RODERIGO. – Quelle bonne fortune pour ce More aux lèvres épaisses, s’il réussit de la sorte dans son dessein!


JAGO. – Appelez son père; éveillez-le; faites poursuivre le More, empoisonnez sa joie; dénoncez-le dans les rues; excitez les parents de la jeune fille; au sein du paradis où le More repose, tourmentez-le par des mouches; et quoiqu’il jouisse du bonheur, mêlez-y de telles inquiétudes que sa joie en soit troublée et décolorée.


RODERIGO. – Voici la maison de son père; je vais l’appeler à haute voix.

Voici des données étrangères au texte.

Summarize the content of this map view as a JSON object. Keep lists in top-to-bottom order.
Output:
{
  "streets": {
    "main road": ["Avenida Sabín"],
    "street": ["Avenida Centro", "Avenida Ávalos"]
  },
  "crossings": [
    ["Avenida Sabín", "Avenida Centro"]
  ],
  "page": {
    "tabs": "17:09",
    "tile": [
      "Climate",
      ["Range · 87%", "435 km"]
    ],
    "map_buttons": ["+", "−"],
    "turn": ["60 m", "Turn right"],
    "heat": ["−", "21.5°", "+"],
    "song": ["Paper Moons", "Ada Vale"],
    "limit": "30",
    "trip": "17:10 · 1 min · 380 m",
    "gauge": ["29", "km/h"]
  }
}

JAGO. – Appelez avec des accents de crainte et des hurlements de terreur, comme il arrive quand on découvre l’incendie que la négligence et la nuit ont laissé se glisser au sein des cités populeuses.


RODERIGO. – Holà, holà, Brabantio! seigneur Brabantio! holà!


JAGO. – Éveillez-vous: holà, Brabantio! des voleurs! des voleurs! voyez à votre maison, à votre fille, à vos coffres! au voleur! au voleur!


BRABANTIO, à la fenêtre. – Et quelle est donc la cause de ces effrayantes clameurs? Qu’y a-t-il?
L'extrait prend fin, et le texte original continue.